■ What to do ■
The complete data, repeated exactly, should form your response.

■ Dataset entries ■
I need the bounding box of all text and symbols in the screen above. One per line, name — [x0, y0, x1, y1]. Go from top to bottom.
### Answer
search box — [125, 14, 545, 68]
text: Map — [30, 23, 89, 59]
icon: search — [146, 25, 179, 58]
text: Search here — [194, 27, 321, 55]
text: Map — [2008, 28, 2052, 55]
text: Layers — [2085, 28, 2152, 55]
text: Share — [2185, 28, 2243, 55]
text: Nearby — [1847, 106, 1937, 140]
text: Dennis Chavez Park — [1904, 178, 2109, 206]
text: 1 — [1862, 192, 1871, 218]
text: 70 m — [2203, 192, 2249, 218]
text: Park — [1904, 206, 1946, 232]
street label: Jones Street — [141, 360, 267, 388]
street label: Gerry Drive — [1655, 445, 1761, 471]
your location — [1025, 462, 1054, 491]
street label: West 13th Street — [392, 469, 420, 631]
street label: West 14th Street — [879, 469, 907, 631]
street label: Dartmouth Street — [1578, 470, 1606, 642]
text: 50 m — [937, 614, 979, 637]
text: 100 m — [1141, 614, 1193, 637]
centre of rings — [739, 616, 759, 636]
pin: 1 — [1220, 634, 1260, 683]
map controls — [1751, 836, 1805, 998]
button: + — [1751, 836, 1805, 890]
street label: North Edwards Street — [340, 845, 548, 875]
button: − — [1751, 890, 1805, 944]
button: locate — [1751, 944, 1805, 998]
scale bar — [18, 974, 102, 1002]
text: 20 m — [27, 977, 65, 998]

■ Answer ■
I need the bounding box of all text and symbols in the screen above. One per line, name — [x0, y0, x1, y1]. Go from top to bottom.
### Answer
search box — [125, 14, 545, 68]
text: Map — [30, 23, 89, 59]
icon: search — [146, 25, 179, 58]
text: Search here — [194, 27, 321, 55]
text: Map — [2008, 28, 2052, 55]
text: Layers — [2085, 28, 2152, 55]
text: Share — [2185, 28, 2243, 55]
text: Nearby — [1847, 106, 1937, 140]
text: Dennis Chavez Park — [1904, 178, 2109, 206]
text: 1 — [1862, 192, 1871, 218]
text: 70 m — [2203, 192, 2249, 218]
text: Park — [1904, 206, 1946, 232]
street label: Jones Street — [141, 360, 267, 388]
street label: Gerry Drive — [1655, 445, 1761, 471]
your location — [1025, 462, 1054, 491]
street label: West 13th Street — [392, 469, 420, 631]
street label: West 14th Street — [879, 469, 907, 631]
street label: Dartmouth Street — [1578, 470, 1606, 642]
text: 50 m — [937, 614, 979, 637]
text: 100 m — [1141, 614, 1193, 637]
centre of rings — [739, 616, 759, 636]
pin: 1 — [1220, 634, 1260, 683]
map controls — [1751, 836, 1805, 998]
button: + — [1751, 836, 1805, 890]
street label: North Edwards Street — [340, 845, 548, 875]
button: − — [1751, 890, 1805, 944]
button: locate — [1751, 944, 1805, 998]
scale bar — [18, 974, 102, 1002]
text: 20 m — [27, 977, 65, 998]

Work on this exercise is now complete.